# [PROBLEM TO WORK ON]
From the entries provided below, copy each line that contains the word "image".

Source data
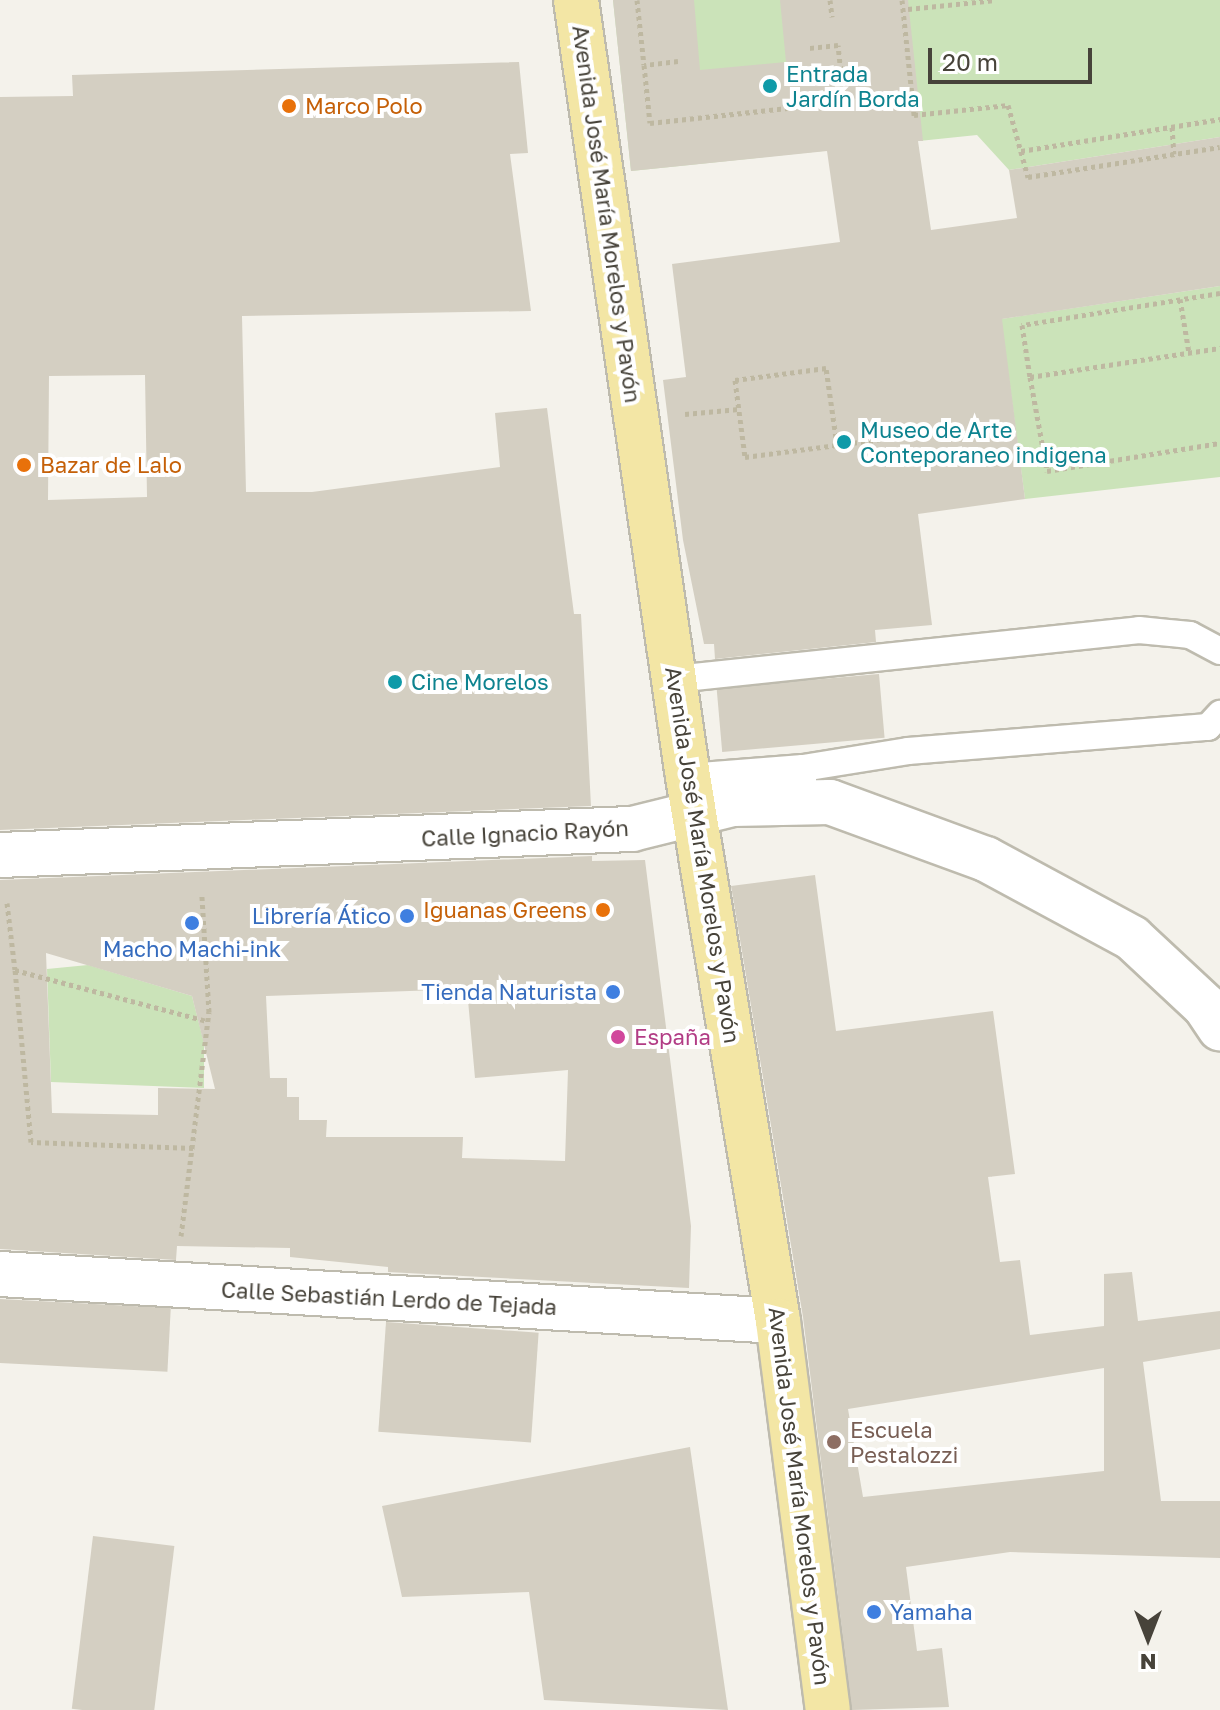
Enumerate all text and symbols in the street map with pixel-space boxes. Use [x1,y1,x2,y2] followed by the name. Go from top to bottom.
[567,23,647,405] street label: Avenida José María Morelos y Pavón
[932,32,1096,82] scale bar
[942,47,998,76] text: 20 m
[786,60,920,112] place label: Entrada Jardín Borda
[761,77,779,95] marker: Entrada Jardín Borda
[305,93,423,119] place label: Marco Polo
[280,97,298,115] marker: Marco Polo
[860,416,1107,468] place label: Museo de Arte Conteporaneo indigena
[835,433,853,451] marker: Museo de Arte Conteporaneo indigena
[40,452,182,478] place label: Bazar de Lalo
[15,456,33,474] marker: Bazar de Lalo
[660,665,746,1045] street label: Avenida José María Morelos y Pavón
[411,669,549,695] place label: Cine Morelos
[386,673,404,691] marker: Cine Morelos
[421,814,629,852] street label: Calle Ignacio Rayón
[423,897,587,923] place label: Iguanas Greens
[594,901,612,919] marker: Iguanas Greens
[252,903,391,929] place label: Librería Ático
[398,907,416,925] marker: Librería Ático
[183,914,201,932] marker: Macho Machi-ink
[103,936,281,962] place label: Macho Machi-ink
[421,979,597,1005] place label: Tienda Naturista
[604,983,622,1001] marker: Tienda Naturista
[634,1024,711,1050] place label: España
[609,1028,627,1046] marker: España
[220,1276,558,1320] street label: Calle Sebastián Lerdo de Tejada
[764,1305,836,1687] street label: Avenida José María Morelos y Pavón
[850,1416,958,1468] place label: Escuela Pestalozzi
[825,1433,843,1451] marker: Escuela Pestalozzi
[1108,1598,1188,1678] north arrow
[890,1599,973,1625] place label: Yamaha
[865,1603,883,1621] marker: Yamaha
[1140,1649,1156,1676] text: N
==
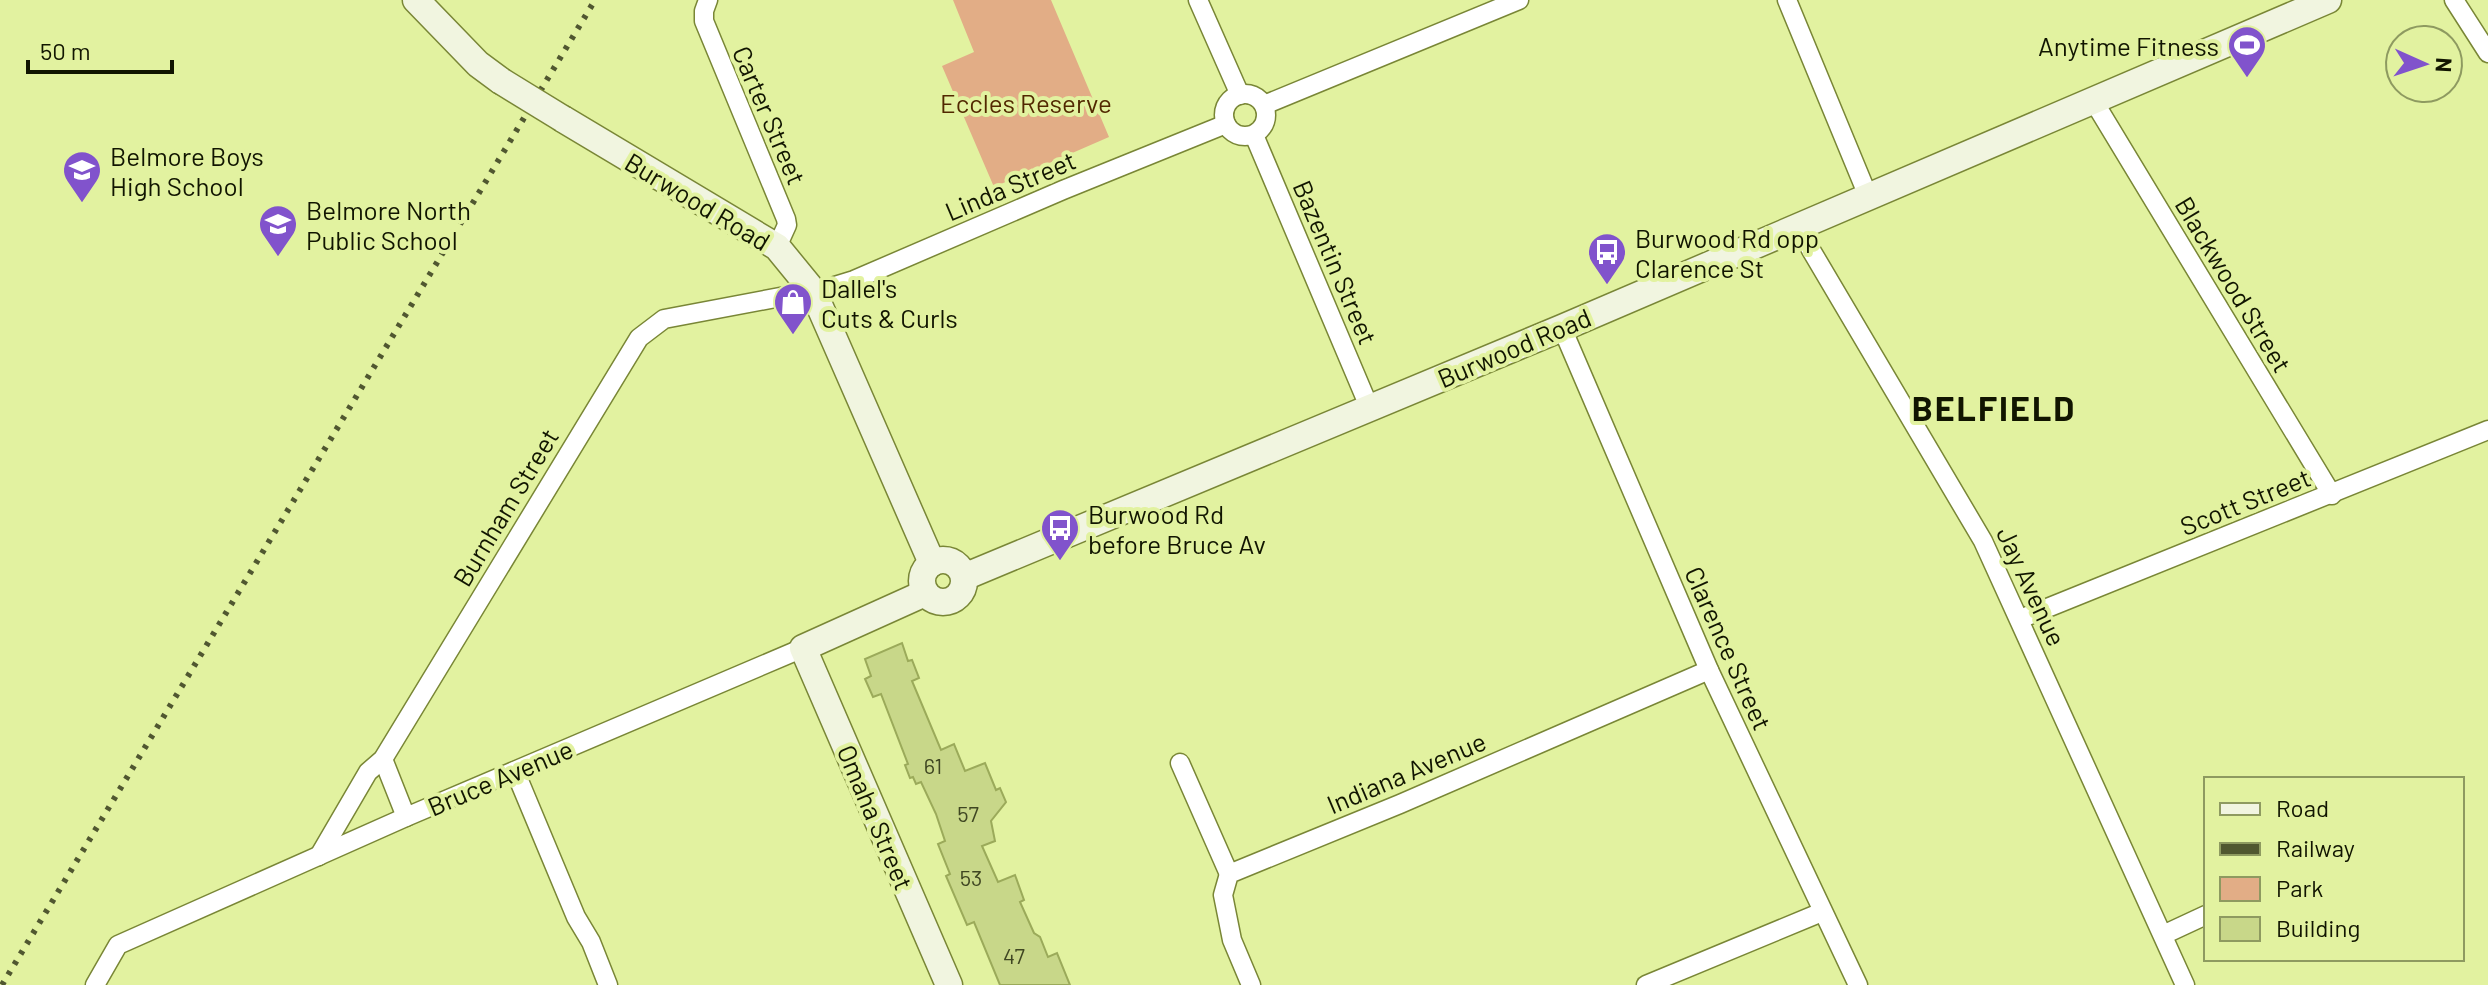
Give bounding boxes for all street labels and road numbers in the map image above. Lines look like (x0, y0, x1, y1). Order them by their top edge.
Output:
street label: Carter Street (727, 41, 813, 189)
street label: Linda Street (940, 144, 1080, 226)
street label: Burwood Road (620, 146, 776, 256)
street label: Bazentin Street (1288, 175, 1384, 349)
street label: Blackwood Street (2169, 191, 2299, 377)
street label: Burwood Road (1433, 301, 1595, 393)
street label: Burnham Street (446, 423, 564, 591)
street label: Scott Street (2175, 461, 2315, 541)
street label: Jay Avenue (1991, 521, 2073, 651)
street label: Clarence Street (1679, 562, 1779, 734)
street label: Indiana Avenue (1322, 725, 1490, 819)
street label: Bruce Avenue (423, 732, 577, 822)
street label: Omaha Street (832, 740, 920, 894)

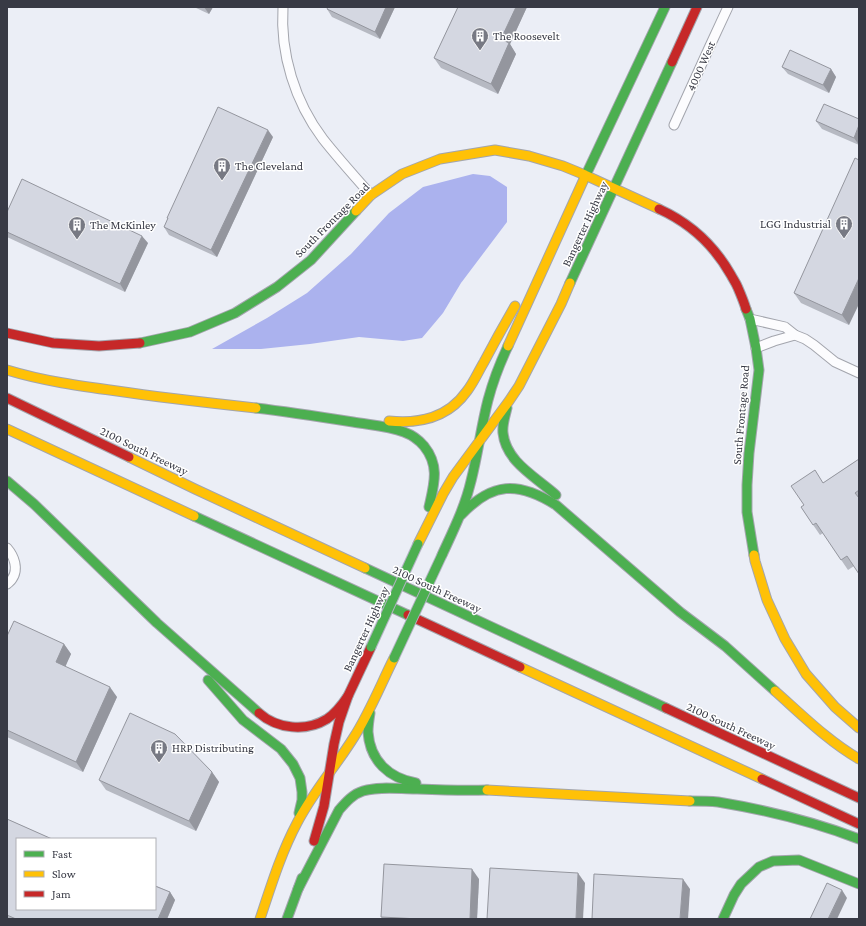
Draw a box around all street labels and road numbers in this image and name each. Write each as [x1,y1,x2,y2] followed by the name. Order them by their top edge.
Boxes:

# [ANSWER TO THE PROBLEM]
Give bounding boxes for all street labels and road numbers in the map image above. Lines look like (x0, y0, x1, y1). Order them by their top edge.
Draw a box around all street labels and road numbers in this image and name each. Write each as [x1,y1,x2,y2] followed by the name. Order them by their top edge.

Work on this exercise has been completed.